文藝評論家=山崎行太郎の『 毒蛇山荘日記(1)』

文藝評論家=山崎行太郎の政治ブログ『毒蛇山荘日記1(1) 』です。

ドストエフスキーは単なる「小説家」ではない。

小説家や批評家は言うまでもなく、いわゆる文学者は政治が好きだ。政治が嫌いだと言う小説家や批評家にしても、厳密な意味では政治そのものが嫌いという人は少ない。政治的舞台や、そこで権力欲や名誉欲、あるいは歴史的使命感や正義感から、権力闘争に明け暮れる人間達こそ、まさに文学そのものということが出来る。単に観察の対象として面白いだけではなく、実践行動の場所としても面白い。少なくとも、日本近代政治史を理論的に、また実践行動において、主導してきたのは文学者たちだったといっても過言ではない。北村透谷や二葉亭四迷が政治や革命に具体的に深い関心を寄せ、政治と文学に命賭けたことはよく知られている。また大杉栄から小林多喜二に至るまで、革命家に文学者が少なくないことは歴史が証明している。もっと具体的な身近な例で言えば、戦後日本の政治思想や政治評論は、左右を問わず、福田恒存江藤淳三島由紀夫から中野重治吉本隆明柄谷行人に至るまで、文学者たちを抜きには語れない。ところで最近の論壇やジャーナリズムにおける政治評論や政治思想の世界での発言には、文学者は二、三の例外はあるが、皆無といっていい。政治評論や政治思想の劣化を象徴している。いわゆる政治評論家や政治ジャーナリスト、新聞記者の語る「政治なるもの」は、政界裏話や永田町情報に限られている。それらが政治評論や政治思想に値しないことは明らかである。さて、ドストエフスキーを論ずる時、僕がまず第一に関心を持つのは、この「文学と政治」、あるいは「文学と革命」という問題である。山城むつみの『ドストエフスキー』論は、この問題について書くことから始めている。

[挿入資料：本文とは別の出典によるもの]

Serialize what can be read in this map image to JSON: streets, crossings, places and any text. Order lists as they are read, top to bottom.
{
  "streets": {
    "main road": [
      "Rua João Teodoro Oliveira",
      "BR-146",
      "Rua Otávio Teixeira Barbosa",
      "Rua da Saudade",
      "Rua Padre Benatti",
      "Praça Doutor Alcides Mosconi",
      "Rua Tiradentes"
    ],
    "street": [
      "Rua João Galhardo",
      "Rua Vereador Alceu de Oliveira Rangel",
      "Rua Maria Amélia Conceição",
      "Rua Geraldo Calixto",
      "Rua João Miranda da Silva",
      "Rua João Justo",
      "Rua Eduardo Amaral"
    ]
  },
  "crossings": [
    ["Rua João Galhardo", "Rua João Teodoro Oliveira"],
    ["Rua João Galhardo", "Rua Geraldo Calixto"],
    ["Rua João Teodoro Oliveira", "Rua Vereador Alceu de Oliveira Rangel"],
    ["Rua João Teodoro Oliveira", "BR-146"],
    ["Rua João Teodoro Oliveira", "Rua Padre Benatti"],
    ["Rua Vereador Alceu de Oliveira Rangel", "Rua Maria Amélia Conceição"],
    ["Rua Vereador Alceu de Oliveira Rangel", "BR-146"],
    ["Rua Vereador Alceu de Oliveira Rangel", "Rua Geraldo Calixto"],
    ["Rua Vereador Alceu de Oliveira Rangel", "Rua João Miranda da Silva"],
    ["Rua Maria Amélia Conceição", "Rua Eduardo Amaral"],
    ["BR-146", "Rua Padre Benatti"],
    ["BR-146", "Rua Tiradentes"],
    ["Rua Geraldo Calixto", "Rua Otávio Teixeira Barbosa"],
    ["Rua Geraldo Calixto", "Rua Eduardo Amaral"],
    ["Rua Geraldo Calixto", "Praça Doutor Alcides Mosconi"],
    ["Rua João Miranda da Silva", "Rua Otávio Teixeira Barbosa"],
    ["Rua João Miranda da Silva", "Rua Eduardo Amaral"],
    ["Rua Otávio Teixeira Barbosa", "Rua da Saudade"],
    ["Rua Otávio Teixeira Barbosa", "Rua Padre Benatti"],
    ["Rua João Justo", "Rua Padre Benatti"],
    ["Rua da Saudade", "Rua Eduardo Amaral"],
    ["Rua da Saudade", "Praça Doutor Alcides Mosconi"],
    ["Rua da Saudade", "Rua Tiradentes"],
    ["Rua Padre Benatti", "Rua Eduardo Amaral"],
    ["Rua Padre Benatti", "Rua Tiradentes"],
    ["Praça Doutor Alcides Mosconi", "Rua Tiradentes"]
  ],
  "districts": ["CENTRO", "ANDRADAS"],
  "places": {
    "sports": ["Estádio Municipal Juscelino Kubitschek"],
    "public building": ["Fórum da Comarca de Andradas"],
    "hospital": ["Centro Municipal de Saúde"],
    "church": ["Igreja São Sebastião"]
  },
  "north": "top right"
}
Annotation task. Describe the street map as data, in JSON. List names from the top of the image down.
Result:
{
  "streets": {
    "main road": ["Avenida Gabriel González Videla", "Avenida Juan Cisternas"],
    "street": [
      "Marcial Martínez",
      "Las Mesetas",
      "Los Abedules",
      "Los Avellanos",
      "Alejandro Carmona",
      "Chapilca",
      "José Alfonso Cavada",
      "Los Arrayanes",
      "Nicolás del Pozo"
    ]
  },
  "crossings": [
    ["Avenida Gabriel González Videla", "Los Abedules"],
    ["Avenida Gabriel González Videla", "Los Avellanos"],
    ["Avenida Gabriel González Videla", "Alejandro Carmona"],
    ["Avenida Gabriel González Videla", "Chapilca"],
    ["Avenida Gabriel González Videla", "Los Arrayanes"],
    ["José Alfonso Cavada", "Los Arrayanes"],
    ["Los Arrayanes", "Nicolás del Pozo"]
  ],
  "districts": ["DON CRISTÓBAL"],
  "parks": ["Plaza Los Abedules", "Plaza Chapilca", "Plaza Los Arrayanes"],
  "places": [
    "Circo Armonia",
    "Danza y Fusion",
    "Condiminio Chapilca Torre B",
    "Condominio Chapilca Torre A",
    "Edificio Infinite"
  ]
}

ドストエフスキーは小説家ではない。いわんや哲学者、思想家、宗教家などではさらさらない、では、いったい何なのか。シェストフ、マリィ、ベルジャーエフらの、説として、また読解としてすでに古びてしまったドストエフスキー論が今でも新鮮なのは、彼らがこの驚きに動かされるままに、小説家という枠に収まりきれないドストエフスキーなるものに素手で取り組んでいるからだ。同じ驚きが現在にも届いているからだ。彼らの論じ方に難がないとは言わない。しかし、逆にこの驚きを失って、小説家ドストエフスキーの作品分析に終始する論考はその解析が精緻を極めていればいるほどつまらない。